RECORDS SHOWN ▸
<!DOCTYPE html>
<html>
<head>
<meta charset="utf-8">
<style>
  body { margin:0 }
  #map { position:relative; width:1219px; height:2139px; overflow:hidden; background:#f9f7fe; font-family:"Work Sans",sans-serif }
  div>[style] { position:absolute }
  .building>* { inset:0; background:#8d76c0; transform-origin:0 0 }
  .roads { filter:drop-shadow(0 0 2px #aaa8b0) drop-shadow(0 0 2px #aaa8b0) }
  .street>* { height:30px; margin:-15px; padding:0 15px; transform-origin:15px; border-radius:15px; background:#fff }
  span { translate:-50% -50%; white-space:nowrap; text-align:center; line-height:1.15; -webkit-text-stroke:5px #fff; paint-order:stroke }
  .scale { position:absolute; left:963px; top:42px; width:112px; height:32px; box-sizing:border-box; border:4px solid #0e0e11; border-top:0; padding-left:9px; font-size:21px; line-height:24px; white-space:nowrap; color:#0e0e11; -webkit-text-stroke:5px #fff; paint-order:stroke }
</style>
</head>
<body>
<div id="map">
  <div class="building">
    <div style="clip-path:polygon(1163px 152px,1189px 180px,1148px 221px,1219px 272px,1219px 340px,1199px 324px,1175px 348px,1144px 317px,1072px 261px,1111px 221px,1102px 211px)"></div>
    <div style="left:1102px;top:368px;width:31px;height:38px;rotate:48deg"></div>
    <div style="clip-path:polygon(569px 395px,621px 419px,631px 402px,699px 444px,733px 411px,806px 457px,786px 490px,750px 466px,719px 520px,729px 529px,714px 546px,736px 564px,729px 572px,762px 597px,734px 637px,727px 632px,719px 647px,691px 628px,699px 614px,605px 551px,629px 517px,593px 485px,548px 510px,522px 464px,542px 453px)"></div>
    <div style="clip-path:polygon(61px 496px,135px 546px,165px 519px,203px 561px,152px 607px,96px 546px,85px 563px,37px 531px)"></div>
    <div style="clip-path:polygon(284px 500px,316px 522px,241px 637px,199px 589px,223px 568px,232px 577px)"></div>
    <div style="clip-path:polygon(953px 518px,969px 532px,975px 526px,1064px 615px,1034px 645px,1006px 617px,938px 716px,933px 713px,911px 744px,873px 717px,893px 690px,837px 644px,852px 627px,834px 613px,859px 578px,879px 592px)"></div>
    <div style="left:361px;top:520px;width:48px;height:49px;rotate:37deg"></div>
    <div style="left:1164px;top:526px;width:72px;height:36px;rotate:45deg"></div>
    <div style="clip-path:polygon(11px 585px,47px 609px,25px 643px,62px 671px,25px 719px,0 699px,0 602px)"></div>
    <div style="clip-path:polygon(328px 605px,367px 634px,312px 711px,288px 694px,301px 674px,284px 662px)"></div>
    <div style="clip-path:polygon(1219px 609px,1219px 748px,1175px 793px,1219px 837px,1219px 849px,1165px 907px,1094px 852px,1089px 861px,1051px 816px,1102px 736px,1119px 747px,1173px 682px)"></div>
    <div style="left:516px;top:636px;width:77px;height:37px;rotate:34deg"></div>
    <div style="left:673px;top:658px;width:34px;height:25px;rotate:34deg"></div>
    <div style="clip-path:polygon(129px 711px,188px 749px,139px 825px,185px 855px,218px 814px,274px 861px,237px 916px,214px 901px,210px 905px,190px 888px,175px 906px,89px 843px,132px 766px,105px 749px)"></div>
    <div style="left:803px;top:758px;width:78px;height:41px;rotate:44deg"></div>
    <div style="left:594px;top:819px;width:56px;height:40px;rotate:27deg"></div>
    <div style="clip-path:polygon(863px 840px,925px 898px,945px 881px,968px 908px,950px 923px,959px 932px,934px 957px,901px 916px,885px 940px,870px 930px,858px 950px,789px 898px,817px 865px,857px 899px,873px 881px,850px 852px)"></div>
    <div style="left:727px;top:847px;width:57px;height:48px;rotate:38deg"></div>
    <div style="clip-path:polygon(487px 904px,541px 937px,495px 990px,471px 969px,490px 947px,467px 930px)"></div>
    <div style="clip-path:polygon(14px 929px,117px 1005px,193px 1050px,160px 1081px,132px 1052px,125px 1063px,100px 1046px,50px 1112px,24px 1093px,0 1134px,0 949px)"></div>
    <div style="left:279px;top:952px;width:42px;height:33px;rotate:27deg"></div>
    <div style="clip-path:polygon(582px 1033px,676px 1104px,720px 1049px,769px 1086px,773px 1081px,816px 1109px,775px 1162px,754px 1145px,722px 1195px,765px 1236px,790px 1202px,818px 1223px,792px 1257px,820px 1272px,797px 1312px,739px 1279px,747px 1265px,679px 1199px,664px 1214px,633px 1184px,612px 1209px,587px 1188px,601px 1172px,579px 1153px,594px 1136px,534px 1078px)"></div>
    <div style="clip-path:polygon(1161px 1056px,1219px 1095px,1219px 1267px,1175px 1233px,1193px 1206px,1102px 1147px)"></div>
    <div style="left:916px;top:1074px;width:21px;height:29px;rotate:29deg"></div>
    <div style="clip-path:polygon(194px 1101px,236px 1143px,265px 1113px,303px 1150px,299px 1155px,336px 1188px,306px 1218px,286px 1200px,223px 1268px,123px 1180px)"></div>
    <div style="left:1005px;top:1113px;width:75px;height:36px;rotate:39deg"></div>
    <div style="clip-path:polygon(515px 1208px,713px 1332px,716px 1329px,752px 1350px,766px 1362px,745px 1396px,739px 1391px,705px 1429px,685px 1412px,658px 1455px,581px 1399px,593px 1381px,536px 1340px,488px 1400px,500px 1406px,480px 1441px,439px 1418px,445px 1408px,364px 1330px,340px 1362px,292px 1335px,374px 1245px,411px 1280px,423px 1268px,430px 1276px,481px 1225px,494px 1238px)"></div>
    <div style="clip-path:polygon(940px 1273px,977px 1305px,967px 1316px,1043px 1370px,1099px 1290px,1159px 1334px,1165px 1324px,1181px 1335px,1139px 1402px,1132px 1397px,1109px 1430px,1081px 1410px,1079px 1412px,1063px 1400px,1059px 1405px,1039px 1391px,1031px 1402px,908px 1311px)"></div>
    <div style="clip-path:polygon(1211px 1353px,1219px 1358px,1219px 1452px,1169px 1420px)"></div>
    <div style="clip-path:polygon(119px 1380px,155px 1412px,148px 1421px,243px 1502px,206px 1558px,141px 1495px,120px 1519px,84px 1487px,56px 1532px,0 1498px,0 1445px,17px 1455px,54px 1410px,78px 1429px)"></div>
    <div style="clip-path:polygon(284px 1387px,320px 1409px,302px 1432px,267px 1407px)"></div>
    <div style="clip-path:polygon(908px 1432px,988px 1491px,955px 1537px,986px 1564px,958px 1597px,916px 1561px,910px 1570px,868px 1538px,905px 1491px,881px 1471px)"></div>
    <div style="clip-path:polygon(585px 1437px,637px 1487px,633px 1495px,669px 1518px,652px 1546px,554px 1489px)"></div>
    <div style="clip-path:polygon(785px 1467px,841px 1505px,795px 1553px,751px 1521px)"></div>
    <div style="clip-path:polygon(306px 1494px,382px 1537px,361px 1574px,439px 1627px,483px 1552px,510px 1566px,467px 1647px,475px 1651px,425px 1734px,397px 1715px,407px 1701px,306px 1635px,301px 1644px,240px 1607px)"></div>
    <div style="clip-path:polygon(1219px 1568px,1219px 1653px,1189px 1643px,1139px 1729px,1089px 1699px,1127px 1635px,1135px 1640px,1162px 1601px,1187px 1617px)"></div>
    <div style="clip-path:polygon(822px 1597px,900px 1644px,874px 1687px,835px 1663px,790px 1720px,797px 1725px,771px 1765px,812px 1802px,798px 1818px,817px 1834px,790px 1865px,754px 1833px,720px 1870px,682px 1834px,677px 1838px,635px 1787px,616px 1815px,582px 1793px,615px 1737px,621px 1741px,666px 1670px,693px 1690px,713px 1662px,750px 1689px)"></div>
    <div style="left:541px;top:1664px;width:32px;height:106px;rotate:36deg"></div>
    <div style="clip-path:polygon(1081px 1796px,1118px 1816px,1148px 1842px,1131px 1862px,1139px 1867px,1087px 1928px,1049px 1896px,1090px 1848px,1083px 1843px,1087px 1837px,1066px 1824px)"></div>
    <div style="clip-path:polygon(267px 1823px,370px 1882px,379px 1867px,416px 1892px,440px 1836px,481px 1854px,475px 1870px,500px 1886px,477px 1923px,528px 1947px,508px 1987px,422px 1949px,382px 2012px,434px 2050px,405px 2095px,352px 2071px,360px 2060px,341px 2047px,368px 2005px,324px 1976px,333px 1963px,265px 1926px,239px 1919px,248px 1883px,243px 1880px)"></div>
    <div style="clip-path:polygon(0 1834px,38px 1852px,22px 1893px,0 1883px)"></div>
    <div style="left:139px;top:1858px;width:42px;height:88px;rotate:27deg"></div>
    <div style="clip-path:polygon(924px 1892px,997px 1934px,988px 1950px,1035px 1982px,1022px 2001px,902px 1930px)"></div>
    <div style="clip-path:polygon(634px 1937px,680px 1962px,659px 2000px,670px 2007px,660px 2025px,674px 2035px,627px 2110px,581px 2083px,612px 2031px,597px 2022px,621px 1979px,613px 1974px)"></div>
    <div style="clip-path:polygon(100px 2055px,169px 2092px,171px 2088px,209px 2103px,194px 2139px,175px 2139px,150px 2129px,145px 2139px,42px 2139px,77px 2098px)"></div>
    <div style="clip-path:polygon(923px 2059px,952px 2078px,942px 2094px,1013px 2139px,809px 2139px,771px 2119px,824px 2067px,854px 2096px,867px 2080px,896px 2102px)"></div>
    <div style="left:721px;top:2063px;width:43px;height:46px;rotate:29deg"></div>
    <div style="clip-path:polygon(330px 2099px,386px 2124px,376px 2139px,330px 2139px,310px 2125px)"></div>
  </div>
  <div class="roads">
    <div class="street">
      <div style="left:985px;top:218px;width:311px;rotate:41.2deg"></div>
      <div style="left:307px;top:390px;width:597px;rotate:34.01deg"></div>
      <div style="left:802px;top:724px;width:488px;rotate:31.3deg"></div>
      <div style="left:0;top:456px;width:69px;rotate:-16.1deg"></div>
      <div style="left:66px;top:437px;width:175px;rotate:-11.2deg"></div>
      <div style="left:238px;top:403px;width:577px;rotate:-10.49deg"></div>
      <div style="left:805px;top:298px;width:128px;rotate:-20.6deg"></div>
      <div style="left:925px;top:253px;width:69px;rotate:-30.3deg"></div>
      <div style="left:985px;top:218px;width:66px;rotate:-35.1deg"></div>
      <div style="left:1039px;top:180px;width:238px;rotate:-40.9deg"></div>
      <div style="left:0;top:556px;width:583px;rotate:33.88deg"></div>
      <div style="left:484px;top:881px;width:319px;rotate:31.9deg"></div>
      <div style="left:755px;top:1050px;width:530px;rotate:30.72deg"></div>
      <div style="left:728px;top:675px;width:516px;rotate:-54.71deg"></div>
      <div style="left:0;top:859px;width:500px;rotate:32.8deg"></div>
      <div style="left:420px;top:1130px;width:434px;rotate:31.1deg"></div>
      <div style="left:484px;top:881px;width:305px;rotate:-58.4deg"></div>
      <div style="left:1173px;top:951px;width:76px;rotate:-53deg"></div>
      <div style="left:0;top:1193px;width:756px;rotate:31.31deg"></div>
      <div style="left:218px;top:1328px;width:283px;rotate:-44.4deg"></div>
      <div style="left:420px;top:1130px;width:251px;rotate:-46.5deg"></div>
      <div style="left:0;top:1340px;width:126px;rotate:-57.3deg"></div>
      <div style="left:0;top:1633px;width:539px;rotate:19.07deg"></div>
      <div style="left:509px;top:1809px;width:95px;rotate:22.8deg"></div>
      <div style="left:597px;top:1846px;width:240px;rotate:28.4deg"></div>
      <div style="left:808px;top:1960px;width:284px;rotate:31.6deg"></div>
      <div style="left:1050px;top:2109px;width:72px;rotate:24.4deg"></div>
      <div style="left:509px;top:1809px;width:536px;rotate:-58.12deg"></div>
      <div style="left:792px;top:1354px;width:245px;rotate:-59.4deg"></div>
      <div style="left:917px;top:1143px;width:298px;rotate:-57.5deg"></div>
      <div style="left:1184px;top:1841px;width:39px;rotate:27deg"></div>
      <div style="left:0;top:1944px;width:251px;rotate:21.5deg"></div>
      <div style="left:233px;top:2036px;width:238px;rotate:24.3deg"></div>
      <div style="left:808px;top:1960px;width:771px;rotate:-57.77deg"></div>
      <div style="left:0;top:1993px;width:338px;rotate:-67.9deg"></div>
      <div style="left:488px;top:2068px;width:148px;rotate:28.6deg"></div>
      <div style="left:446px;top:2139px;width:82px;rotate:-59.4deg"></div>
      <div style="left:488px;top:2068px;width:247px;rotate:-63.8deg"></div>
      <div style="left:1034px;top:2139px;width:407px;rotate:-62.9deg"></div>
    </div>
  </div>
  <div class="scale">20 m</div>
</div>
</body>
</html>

WHAT YOU HAVE TO DO ▸ Quote only the stretch of lines that starts the data above and ends with the line containing "518px,969px 532px,975px 526px,1064px", both included.

RESPONSE FOR THIS EXERCISE ▸
<!DOCTYPE html>
<html>
<head>
<meta charset="utf-8">
<style>
  body { margin:0 }
  #map { position:relative; width:1219px; height:2139px; overflow:hidden; background:#f9f7fe; font-family:"Work Sans",sans-serif }
  div>[style] { position:absolute }
  .building>* { inset:0; background:#8d76c0; transform-origin:0 0 }
  .roads { filter:drop-shadow(0 0 2px #aaa8b0) drop-shadow(0 0 2px #aaa8b0) }
  .street>* { height:30px; margin:-15px; padding:0 15px; transform-origin:15px; border-radius:15px; background:#fff }
  span { translate:-50% -50%; white-space:nowrap; text-align:center; line-height:1.15; -webkit-text-stroke:5px #fff; paint-order:stroke }
  .scale { position:absolute; left:963px; top:42px; width:112px; height:32px; box-sizing:border-box; border:4px solid #0e0e11; border-top:0; padding-left:9px; font-size:21px; line-height:24px; white-space:nowrap; color:#0e0e11; -webkit-text-stroke:5px #fff; paint-order:stroke }
</style>
</head>
<body>
<div id="map">
  <div class="building">
    <div style="clip-path:polygon(1163px 152px,1189px 180px,1148px 221px,1219px 272px,1219px 340px,1199px 324px,1175px 348px,1144px 317px,1072px 261px,1111px 221px,1102px 211px)"></div>
    <div style="left:1102px;top:368px;width:31px;height:38px;rotate:48deg"></div>
    <div style="clip-path:polygon(569px 395px,621px 419px,631px 402px,699px 444px,733px 411px,806px 457px,786px 490px,750px 466px,719px 520px,729px 529px,714px 546px,736px 564px,729px 572px,762px 597px,734px 637px,727px 632px,719px 647px,691px 628px,699px 614px,605px 551px,629px 517px,593px 485px,548px 510px,522px 464px,542px 453px)"></div>
    <div style="clip-path:polygon(61px 496px,135px 546px,165px 519px,203px 561px,152px 607px,96px 546px,85px 563px,37px 531px)"></div>
    <div style="clip-path:polygon(284px 500px,316px 522px,241px 637px,199px 589px,223px 568px,232px 577px)"></div>
    <div style="clip-path:polygon(953px 518px,969px 532px,975px 526px,1064px 615px,1034px 645px,1006px 617px,938px 716px,933px 713px,911px 744px,873px 717px,893px 690px,837px 644px,852px 627px,834px 613px,859px 578px,879px 592px)"></div>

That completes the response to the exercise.